- _Source data_:
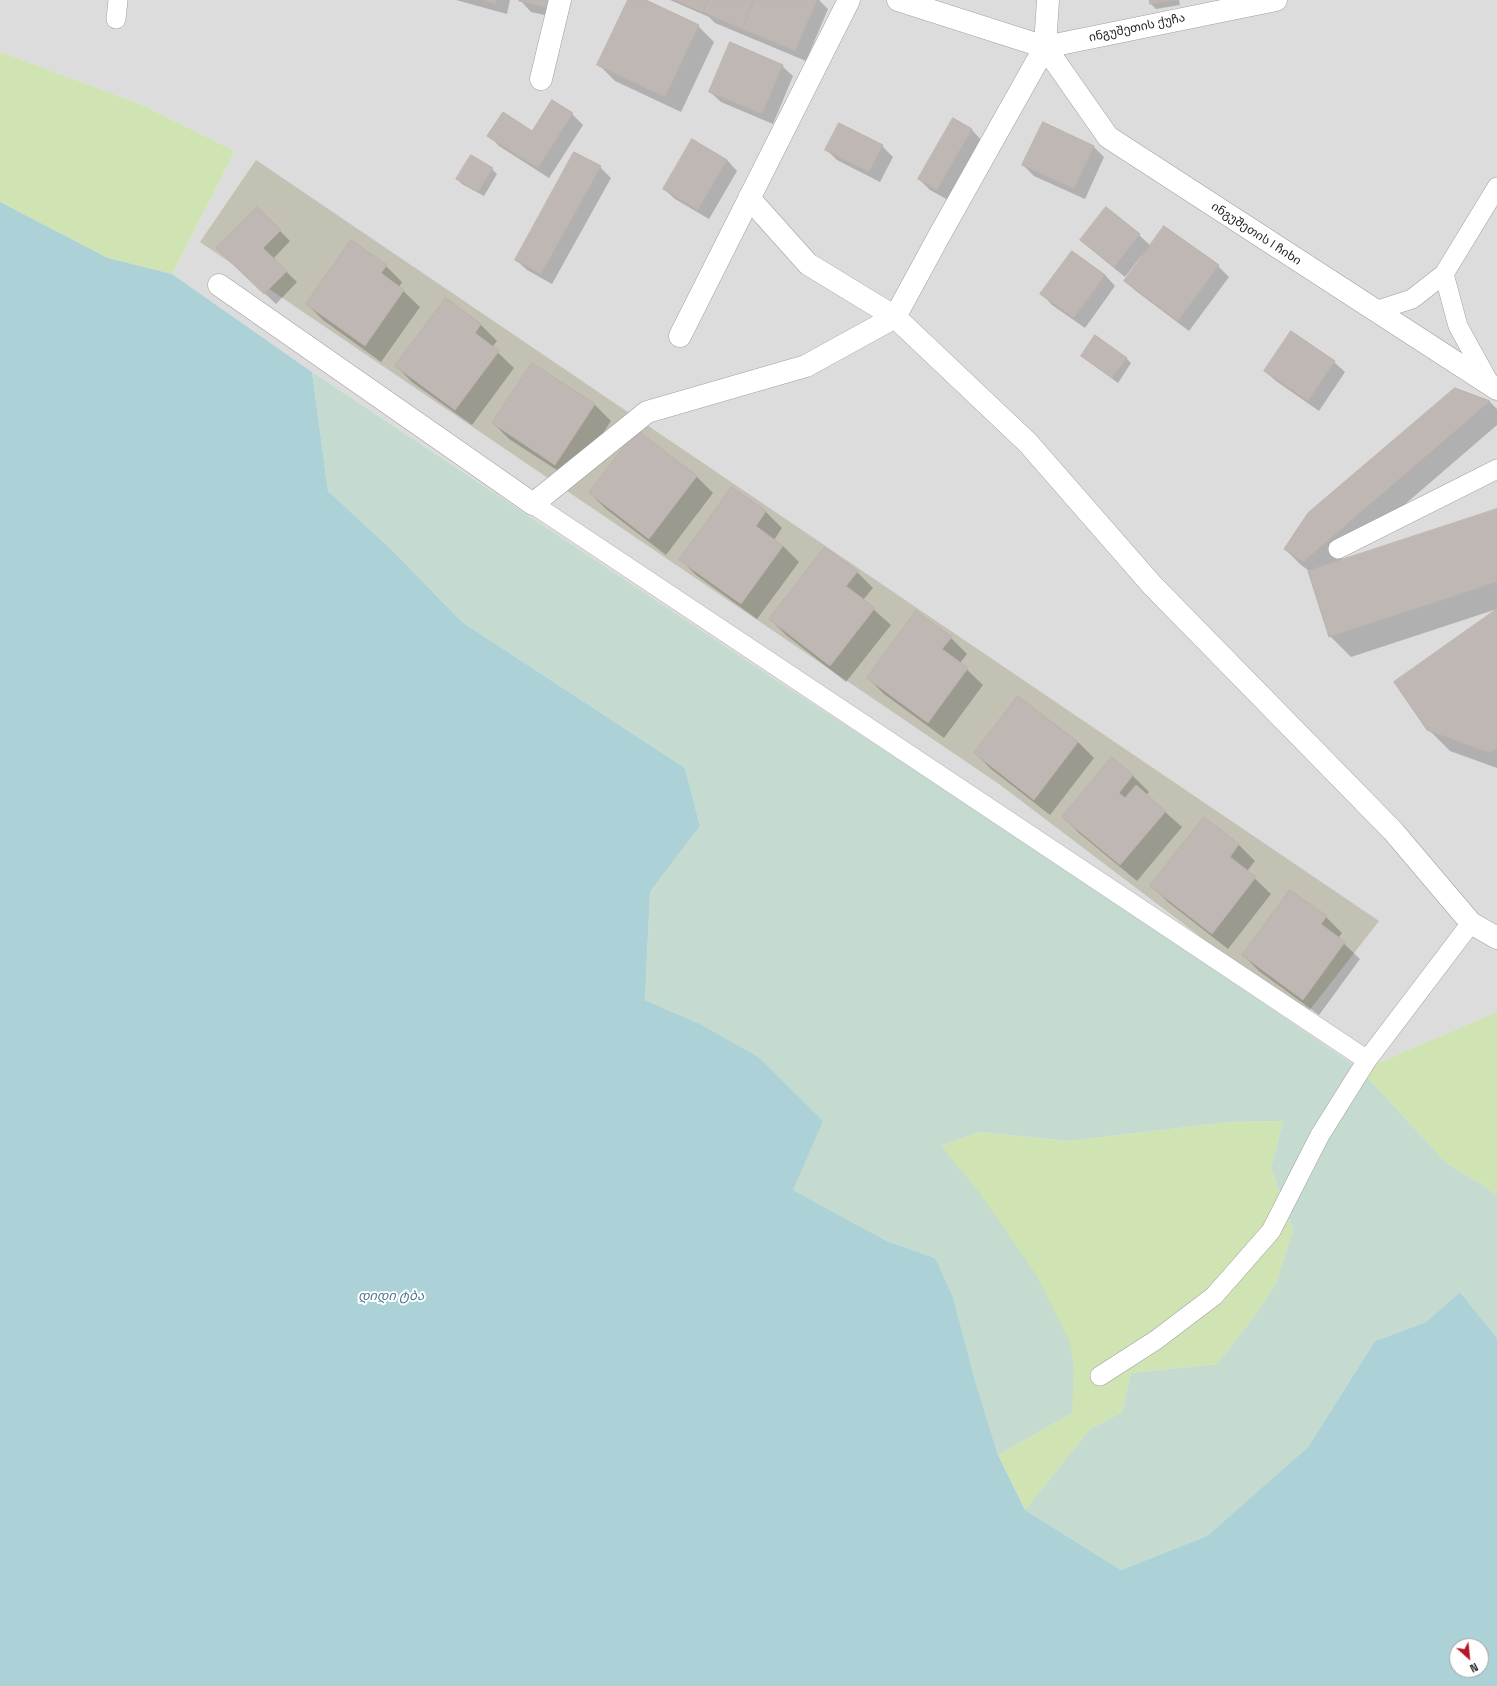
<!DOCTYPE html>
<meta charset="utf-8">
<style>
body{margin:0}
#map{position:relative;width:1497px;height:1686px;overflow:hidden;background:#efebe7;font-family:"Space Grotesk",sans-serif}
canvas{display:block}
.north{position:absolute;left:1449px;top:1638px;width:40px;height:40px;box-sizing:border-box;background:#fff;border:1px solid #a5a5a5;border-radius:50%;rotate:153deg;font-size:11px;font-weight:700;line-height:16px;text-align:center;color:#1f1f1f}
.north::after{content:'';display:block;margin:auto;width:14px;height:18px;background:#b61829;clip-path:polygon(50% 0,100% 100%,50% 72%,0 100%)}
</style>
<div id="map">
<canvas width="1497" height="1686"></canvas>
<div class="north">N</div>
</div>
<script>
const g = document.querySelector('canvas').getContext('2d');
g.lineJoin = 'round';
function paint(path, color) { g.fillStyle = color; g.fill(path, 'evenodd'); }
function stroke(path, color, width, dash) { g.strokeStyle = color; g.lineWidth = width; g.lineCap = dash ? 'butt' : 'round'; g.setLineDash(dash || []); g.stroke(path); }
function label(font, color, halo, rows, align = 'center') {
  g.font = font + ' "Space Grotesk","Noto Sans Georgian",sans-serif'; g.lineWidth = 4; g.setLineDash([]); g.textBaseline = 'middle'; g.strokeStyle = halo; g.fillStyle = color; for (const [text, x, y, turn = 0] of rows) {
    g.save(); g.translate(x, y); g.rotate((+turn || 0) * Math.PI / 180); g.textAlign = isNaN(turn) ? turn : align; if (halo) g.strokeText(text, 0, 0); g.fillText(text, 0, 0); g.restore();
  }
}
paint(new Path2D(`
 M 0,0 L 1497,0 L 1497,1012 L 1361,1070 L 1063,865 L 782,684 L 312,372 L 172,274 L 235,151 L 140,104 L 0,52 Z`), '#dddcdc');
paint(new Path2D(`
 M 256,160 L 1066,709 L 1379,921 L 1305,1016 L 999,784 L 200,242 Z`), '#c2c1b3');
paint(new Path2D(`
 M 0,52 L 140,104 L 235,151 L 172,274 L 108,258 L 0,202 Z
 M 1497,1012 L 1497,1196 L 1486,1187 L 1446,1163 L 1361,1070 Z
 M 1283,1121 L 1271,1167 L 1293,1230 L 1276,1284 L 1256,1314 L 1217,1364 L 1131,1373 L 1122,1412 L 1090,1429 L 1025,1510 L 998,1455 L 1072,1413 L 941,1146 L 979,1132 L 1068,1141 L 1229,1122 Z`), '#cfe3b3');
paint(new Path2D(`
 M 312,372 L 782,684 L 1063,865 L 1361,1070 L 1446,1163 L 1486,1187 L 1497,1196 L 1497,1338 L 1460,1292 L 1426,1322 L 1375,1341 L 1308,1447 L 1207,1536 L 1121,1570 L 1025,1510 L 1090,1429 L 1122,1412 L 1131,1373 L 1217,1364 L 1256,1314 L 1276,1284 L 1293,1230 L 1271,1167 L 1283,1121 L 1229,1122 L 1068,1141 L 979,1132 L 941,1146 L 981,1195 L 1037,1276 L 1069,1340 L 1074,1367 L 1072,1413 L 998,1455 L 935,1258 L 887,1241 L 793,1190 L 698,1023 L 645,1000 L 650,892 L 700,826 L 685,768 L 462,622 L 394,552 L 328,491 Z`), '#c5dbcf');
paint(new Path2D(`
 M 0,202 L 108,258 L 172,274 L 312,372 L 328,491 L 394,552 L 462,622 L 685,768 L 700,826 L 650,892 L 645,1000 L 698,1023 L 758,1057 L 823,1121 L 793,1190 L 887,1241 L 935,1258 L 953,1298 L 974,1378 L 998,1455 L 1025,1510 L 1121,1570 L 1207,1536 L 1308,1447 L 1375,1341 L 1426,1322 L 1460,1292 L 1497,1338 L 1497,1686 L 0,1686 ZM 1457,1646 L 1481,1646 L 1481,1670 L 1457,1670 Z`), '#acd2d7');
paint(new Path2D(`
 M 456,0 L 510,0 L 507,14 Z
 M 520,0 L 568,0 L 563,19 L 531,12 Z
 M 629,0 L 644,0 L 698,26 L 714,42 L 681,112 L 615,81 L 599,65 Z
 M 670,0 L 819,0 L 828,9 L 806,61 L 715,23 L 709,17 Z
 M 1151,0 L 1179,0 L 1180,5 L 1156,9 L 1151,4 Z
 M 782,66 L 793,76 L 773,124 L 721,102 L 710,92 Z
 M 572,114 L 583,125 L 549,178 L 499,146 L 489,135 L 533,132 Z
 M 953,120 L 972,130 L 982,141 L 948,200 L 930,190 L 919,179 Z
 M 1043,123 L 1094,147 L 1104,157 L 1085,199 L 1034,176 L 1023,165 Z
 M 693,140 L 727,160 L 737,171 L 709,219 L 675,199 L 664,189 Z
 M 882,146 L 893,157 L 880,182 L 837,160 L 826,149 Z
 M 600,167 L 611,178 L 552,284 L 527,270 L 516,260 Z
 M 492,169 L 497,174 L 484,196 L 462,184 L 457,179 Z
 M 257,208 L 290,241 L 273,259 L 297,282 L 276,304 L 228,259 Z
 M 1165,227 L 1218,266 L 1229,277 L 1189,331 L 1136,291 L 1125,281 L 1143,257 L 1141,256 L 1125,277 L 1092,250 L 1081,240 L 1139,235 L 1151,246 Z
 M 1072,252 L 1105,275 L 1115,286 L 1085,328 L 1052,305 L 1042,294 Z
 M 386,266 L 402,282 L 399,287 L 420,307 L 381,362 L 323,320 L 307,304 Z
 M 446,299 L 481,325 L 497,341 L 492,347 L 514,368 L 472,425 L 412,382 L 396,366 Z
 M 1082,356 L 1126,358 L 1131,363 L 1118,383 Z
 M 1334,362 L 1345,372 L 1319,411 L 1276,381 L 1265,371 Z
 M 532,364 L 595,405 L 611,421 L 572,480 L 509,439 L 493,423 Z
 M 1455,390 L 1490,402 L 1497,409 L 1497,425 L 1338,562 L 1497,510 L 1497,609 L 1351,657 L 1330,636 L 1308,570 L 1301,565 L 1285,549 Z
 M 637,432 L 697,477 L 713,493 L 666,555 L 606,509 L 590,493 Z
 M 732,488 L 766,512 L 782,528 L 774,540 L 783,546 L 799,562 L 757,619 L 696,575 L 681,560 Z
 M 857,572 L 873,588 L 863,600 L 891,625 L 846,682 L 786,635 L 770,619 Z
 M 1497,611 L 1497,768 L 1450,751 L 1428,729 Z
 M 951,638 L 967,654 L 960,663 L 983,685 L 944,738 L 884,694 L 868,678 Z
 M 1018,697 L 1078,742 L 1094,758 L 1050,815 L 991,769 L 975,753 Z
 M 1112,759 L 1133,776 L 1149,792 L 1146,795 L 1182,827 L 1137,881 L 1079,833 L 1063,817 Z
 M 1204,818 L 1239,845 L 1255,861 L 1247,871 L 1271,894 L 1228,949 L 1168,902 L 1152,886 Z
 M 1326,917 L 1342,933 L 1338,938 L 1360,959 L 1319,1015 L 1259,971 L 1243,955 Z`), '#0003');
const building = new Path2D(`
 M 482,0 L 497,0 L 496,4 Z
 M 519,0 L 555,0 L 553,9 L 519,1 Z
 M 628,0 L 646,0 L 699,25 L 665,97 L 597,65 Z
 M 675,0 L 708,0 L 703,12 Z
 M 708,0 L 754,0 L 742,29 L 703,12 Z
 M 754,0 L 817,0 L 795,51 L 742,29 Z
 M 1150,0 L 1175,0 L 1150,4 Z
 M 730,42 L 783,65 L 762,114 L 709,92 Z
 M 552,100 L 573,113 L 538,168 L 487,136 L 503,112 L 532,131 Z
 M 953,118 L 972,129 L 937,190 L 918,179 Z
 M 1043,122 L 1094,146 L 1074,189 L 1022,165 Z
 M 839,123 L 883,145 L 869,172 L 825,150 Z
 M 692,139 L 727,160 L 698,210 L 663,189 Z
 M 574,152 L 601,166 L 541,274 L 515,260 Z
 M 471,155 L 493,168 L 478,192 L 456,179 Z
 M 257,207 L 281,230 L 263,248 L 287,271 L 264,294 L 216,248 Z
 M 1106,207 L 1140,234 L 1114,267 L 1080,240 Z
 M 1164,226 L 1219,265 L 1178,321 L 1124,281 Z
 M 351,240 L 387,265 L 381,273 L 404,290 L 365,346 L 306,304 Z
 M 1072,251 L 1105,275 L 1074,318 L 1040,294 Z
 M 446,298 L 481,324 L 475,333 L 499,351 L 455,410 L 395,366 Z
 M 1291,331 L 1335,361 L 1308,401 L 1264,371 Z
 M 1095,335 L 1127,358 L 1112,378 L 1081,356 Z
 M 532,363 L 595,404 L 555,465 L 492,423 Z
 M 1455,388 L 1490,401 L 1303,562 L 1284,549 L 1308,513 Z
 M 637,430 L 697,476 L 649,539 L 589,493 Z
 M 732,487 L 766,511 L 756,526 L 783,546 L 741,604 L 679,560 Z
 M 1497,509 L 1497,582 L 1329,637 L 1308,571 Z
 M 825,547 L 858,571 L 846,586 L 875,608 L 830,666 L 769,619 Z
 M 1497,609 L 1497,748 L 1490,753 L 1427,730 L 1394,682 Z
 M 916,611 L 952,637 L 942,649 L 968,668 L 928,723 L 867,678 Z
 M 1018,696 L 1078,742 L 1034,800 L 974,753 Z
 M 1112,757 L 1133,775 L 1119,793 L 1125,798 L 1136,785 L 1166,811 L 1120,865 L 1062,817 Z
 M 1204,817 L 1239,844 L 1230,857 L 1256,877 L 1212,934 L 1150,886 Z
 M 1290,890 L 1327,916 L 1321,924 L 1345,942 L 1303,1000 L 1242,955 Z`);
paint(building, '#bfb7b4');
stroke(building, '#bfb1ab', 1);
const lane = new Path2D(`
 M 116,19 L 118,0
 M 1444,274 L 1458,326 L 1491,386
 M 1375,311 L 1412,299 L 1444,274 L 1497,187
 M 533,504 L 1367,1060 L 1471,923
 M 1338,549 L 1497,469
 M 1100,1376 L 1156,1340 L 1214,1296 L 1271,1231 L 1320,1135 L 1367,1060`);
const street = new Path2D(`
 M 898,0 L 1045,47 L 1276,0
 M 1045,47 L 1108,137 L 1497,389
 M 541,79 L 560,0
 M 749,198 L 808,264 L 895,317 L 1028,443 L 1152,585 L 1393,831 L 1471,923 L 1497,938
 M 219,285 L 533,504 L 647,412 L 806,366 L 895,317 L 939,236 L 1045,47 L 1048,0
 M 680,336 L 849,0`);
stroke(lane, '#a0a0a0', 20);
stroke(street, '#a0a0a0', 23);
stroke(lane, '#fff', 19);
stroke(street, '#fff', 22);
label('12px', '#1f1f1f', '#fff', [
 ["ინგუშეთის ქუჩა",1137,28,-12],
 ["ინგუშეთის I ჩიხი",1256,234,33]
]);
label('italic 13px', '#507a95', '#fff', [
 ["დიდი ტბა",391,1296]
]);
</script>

- _Problem_: Pick each line holding "halo" out of the entries above and return it.

- _Solved problem_:
function label(font, color, halo, rows, align = 'center') {
  g.font = font + ' "Space Grotesk","Noto Sans Georgian",sans-serif'; g.lineWidth = 4; g.setLineDash([]); g.textBaseline = 'middle'; g.strokeStyle = halo; g.fillStyle = color; for (const [text, x, y, turn = 0] of rows) {
    g.save(); g.translate(x, y); g.rotate((+turn || 0) * Math.PI / 180); g.textAlign = isNaN(turn) ? turn : align; if (halo) g.strokeText(text, 0, 0); g.fillText(text, 0, 0); g.restore();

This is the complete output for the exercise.